Раньше (в далёкие добуддийские времена) в Боне была своя линия учения Дзогчен, от которой остались некоторые строки писаний.
И нынешние учения и практики Дзогчен в Бон взяты (врозрождены) из буддийской линии учения данного Гарабом Дорже.
Поэтому, нет, по большому счёту, никакой разницы от кого получать учение, лишь бы был компетентный учитель, представляющий аутентичную линию передачи.
К тому же, возможно, что буддийских учителей Дзогчена встретить легче, чем бонских. Хотя... это уже мои догадки  :Smilie: 
А о доверии к Бон кугу хунг уже написал мнение ЕСДЛ.

----------


## Грег

> Бонпо - не буддизм.
> С темже успехом можно было написать и про нирдакик.
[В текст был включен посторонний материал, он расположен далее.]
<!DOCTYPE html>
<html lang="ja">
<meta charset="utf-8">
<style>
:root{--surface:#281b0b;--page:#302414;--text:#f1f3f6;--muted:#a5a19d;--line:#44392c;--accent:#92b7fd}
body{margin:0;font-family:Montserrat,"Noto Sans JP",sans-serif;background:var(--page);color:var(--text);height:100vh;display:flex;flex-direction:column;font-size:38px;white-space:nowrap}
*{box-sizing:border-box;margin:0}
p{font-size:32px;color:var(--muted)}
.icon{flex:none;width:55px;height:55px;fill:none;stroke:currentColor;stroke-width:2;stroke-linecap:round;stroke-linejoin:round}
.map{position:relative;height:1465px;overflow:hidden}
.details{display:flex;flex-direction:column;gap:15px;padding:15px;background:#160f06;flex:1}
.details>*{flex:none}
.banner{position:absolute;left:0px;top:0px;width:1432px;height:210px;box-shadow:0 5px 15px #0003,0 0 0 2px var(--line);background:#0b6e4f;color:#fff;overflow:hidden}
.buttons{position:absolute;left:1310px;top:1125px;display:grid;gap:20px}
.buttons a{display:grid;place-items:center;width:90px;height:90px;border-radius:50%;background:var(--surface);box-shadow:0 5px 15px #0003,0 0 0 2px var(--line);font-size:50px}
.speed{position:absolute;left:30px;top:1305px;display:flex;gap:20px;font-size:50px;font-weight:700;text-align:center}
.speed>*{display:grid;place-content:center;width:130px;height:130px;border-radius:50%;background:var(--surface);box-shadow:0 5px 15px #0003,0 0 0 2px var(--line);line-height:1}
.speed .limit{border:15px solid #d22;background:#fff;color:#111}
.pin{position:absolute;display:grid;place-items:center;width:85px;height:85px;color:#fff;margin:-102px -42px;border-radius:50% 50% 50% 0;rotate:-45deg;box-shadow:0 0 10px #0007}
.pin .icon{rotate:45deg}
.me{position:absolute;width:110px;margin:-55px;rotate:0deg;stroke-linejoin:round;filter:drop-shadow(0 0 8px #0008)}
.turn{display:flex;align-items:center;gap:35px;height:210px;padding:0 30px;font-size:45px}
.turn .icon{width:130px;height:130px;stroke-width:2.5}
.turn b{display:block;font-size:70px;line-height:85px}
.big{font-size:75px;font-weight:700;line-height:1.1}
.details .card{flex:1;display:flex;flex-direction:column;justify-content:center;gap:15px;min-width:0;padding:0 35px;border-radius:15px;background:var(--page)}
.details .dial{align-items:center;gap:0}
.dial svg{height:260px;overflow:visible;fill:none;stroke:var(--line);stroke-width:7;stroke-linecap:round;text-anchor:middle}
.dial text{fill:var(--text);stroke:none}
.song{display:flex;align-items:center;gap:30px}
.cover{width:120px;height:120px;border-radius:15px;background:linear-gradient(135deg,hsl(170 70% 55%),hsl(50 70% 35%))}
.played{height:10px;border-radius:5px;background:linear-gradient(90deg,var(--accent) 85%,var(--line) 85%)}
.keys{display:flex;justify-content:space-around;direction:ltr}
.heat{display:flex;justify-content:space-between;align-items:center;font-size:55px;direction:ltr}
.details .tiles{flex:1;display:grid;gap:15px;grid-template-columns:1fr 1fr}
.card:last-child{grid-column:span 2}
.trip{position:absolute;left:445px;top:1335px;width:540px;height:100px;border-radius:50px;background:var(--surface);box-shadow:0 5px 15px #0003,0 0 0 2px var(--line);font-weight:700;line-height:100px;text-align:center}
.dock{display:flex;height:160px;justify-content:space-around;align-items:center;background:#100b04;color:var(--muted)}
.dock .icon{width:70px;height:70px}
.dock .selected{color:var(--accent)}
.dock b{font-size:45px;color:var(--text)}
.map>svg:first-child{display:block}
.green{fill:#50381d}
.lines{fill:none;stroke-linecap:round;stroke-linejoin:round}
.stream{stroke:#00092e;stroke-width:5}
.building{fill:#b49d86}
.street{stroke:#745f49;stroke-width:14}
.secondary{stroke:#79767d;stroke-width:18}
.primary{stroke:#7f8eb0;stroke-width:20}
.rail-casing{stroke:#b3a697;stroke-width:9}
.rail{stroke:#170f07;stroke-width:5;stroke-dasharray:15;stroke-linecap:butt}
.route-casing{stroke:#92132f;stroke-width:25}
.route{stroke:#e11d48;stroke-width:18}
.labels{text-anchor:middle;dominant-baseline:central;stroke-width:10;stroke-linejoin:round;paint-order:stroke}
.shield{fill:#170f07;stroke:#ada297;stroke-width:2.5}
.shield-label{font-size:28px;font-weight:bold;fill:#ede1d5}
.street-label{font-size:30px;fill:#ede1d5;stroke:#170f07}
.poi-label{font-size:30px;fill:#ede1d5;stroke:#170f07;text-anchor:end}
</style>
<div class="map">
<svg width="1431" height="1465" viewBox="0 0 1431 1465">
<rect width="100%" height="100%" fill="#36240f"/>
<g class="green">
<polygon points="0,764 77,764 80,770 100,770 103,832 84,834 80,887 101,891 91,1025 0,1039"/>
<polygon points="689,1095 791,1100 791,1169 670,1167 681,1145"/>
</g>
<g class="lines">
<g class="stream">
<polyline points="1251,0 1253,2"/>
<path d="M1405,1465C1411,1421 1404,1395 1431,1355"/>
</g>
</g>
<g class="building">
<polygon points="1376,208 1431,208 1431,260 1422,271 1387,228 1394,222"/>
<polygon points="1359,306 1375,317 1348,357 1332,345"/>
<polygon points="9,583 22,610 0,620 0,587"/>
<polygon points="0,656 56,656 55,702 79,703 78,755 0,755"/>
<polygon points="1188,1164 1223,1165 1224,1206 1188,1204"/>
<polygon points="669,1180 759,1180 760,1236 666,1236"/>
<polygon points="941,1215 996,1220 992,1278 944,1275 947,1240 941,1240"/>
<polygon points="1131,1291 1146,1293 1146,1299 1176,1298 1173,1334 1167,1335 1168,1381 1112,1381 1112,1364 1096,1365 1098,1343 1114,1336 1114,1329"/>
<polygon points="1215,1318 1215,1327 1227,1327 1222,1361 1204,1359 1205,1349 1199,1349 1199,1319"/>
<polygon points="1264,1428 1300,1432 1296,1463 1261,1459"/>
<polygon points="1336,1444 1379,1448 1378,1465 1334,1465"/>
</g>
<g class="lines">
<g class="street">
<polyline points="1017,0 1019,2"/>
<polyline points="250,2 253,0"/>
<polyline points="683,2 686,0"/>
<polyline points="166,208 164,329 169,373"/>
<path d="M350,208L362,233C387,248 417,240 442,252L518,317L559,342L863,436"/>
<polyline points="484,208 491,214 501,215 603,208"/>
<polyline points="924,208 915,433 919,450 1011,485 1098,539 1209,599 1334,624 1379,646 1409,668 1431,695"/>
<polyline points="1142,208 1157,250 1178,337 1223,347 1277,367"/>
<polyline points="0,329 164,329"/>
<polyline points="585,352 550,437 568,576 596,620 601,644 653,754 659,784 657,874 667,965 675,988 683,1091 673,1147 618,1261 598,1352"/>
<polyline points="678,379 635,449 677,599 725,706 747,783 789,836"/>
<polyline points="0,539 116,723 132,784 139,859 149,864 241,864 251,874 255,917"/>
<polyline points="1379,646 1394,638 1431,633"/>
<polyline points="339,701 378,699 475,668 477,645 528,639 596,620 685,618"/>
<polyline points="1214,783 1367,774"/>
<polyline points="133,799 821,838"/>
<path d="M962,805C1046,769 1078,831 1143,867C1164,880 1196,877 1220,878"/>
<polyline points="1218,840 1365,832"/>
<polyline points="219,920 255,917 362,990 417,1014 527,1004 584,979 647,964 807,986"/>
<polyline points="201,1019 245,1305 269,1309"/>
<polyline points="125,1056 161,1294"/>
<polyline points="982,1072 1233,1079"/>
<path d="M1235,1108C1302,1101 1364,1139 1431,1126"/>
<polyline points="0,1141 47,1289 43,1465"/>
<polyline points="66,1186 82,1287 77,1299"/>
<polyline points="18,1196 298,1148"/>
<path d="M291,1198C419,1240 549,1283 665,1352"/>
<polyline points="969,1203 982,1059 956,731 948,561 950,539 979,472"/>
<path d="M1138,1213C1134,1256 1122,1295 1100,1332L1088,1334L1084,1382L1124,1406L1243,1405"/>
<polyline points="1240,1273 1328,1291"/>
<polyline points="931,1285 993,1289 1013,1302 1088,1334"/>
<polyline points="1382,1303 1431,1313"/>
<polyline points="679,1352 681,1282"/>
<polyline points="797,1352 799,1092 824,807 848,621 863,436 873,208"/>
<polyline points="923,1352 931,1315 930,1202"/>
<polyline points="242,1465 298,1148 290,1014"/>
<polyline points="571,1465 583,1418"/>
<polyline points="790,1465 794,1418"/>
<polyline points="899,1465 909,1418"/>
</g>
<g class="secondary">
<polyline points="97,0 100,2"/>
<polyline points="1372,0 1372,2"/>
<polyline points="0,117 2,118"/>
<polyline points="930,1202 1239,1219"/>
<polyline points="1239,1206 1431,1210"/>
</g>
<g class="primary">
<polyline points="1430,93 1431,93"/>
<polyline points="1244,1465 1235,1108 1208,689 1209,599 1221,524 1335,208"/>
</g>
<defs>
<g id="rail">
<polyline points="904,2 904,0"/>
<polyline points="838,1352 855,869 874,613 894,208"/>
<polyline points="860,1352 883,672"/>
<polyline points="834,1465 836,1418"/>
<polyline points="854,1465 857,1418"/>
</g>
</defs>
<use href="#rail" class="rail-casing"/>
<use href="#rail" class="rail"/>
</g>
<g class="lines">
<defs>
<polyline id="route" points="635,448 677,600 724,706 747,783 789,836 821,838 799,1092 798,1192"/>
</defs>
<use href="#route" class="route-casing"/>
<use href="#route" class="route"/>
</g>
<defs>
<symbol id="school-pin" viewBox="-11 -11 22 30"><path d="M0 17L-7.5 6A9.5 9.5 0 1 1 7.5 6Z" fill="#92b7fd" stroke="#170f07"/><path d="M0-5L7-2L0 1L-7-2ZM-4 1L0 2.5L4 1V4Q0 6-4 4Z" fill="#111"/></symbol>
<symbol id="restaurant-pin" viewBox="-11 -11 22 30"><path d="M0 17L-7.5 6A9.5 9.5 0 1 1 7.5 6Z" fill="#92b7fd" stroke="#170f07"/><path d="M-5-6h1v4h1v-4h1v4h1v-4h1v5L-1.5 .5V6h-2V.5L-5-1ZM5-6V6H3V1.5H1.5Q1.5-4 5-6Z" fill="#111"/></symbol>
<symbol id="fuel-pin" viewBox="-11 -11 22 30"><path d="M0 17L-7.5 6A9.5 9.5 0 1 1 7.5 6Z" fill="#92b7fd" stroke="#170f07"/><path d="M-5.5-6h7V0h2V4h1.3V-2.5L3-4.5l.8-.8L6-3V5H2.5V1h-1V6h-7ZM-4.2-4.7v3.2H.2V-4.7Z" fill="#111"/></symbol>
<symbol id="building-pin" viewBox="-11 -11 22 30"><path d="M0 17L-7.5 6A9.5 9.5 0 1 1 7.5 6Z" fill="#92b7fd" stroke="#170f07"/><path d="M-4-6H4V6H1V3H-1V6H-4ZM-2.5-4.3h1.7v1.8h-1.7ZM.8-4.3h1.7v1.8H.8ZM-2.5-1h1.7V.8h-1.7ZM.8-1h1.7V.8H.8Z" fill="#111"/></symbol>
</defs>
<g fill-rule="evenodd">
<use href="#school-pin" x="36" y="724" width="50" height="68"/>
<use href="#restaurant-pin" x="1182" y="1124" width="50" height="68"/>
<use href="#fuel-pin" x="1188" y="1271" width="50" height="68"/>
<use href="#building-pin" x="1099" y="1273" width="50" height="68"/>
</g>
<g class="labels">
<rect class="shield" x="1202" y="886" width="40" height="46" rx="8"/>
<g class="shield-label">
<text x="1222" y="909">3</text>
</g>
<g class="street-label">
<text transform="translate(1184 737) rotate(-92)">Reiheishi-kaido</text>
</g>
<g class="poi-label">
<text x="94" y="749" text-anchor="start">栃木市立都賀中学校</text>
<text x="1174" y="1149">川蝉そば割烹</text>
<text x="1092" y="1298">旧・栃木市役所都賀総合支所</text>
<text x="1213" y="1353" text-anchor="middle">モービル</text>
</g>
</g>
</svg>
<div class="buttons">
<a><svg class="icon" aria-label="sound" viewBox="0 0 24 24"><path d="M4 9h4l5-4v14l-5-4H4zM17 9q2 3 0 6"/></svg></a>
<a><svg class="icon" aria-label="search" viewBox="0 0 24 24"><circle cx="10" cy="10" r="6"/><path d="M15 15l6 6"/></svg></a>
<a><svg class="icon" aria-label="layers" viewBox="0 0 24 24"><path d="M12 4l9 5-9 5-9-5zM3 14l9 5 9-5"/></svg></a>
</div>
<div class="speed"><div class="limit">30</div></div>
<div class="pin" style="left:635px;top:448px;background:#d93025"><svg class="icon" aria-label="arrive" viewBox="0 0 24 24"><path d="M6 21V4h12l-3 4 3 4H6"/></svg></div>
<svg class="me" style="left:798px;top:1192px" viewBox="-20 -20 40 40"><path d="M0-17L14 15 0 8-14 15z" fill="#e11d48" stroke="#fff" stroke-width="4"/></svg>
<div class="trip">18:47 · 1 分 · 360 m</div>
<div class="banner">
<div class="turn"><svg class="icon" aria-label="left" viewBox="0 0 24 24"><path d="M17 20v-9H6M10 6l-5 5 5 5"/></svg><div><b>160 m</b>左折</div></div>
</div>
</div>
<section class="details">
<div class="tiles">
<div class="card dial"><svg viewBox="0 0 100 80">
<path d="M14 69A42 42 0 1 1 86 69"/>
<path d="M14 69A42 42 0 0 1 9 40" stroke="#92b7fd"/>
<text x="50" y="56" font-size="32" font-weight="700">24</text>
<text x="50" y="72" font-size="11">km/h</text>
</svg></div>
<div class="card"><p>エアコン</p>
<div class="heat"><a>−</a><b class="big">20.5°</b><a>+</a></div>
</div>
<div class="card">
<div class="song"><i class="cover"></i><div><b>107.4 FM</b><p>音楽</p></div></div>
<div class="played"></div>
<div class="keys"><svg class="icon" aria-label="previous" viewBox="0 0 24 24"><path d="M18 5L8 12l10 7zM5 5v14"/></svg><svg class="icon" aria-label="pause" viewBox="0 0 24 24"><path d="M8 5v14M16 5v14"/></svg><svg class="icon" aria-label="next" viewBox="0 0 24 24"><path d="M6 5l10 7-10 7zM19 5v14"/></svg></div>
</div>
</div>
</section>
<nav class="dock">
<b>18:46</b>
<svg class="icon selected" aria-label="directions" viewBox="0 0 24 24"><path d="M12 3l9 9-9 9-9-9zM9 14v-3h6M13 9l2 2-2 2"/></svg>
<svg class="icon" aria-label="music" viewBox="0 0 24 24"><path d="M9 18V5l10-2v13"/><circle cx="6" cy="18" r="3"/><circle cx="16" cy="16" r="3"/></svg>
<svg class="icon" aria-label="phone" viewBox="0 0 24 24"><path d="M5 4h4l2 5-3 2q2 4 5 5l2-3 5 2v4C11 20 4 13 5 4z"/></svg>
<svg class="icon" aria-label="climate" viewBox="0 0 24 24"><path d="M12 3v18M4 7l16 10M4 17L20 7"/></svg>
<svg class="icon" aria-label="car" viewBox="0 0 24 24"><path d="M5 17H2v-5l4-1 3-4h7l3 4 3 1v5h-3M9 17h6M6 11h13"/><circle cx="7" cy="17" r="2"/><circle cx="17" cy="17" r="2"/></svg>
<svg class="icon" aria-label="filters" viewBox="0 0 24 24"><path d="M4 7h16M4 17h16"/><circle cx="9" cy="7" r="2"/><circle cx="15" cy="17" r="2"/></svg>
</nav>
Во времена Падмасабхавы - да!
А современный Бон очень много вобрал в себя от буддизма. Поэтому и существует такое мнение ЕСДЛ.
А уж о Дзогчене вообще нет смысла говорить как о буддийском или небуддийском. Это самостоятельное учение, суть которорого может даваться в рамках практически любых учений.
В настоящее время, мы имеем то, что Дзогчен даётся в рамках буддийского учения. Но это не значит, что Дзогчен только буддийское учение.  :Smilie:

----------


## куру хунг

> В настоящее время мы имеем то, что Дзогчен даётся в рамках буддийского учения. Но это не значит, что Дзогчен только буддийское учение.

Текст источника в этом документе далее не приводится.